<h1> Deep Learning - CPGEI </h1>
<h2> Distributed processing with Apache Spark - November 29, 2022 </h2>
<h3> Prof. M.Sc. Clayton Kossoski </h3>

## Basic requirements

In [None]:
! pip install findspark pandas matplotlib numpy keras pyspark tensorflow==2.9.0

## Start Pyspark

In [None]:
import findspark
findspark.init()
import os
os.environ["CUDA_VISIBLE_DEVICES"] = "1"
import pyspark
from pyspark.sql import SQLContext, SparkSession
spark = SparkSession \
        .builder \
        .master('spark://Tux:7077') \
        .appName("sparkFromJupyter") \
        .getOrCreate()
sqlContext = SQLContext(sparkContext=spark.sparkContext, sparkSession=spark)
sc=spark.sparkContext
print("Spark Version: " + spark.version)
print("PySpark Version: " + pyspark.__version__)

## EXAMPLE 1

## **Defining a dataset, loading, transforming and plotting**

Requirements: Functional Programming Concepts

https://www.geeksforgeeks.org/functional-programming-in-python/

https://medium.com/analytics-vidhya/pyspark-in-15-minutes-49bcde83f6b

In [None]:
# name, temperature, humidity

from pyspark.sql import Row
sensorDataList = [('s1',15.0, 40.1),('s2',24.5, 12.0),('s3',21.9, 42.45),('s4',30.1, 10.4)]
rdd = sc.parallelize(sensorDataList)
sensorData = rdd.map(lambda x: Row(name=x[0], temp=float(x[1]), hum=float(x[2])))
df = spark.createDataFrame(sensorData)

In [None]:
df.printSchema()

In [None]:
df.count()

In [None]:
df.show()

In [None]:
ds_pandas = df.toPandas()

In [None]:
ds_pandas

In [None]:
ds_pandas.set_index('name')['temp'].plot();

## EXAMPLE 2

## **Pyspark manipulating a dataset of sensor readings**

Download: https://data.melbourne.vic.gov.au/Environment/Sensor-readings-with-temperature-light-humidity-ev/ez6b-syvw

Title: Sensor readings, with temperature, light, humidity every 5 minutes at 8 locations (trial, 2014 to 2015)

## Pyspark ETL (Extract, Transform, Load)

https://sparkbyexamples.com/pyspark/pyspark-read-csv-file-into-dataframe/

In [None]:
df = spark.read.format("com.databricks.spark.csv") \
.option("header","true") \
.option("delimiter", ",") \
.option("inferSchema", "true") \
.load("data/Sensor_readings__with_temperature__light__humidity_every_5_minutes_at_8_locations__trial__2014_to_2015_.csv")

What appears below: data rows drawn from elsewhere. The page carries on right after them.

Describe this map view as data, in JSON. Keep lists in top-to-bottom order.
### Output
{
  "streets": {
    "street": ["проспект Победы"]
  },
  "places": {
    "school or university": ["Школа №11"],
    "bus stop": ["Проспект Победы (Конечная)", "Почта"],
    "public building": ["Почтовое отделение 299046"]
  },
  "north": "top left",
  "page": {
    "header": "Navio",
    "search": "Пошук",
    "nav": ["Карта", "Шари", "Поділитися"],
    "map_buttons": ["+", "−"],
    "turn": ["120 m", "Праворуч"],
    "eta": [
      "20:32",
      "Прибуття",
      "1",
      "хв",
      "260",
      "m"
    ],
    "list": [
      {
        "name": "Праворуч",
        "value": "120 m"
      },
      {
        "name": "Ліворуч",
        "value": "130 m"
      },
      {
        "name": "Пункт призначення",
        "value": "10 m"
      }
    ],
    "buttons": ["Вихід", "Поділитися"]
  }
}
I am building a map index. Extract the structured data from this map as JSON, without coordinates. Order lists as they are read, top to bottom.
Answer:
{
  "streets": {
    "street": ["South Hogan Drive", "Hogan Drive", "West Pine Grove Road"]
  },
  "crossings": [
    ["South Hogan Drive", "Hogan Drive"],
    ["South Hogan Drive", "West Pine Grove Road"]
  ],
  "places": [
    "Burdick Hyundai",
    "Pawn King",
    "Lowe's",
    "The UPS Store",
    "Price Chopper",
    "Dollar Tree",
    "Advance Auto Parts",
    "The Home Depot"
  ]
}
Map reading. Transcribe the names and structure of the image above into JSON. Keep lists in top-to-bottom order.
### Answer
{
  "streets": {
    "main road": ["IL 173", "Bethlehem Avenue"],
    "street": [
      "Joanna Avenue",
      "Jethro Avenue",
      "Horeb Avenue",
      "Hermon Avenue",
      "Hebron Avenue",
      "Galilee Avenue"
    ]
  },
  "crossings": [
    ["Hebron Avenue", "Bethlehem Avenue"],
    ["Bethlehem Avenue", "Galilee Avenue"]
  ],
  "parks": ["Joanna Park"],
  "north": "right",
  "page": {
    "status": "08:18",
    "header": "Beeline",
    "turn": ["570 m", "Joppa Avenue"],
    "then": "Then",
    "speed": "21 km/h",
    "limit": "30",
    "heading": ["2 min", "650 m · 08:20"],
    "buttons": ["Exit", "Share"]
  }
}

### 1. How many lines are there in the file and what is the number of distinct records (lines)?

In [None]:
df.count()

In [None]:
df.distinct().count()

### 2. Show a readable summary of this dataset containing the temp_avg, humidity_avg and elevation columns

In [None]:
df.describe(['temp_avg', 'humidity_avg', 'elevation']).show()

### 3. Show the schema

In [None]:
df.printSchema()

### 4. Display the first 10 lines containing only the following attributes: timestamp, boardid, temp_avg, light_avg, and humidity_avg.

In [None]:
df.select('timestamp', 'boardid', 'temp_avg', 'light_avg','humidity_avg').show(10, truncate=False)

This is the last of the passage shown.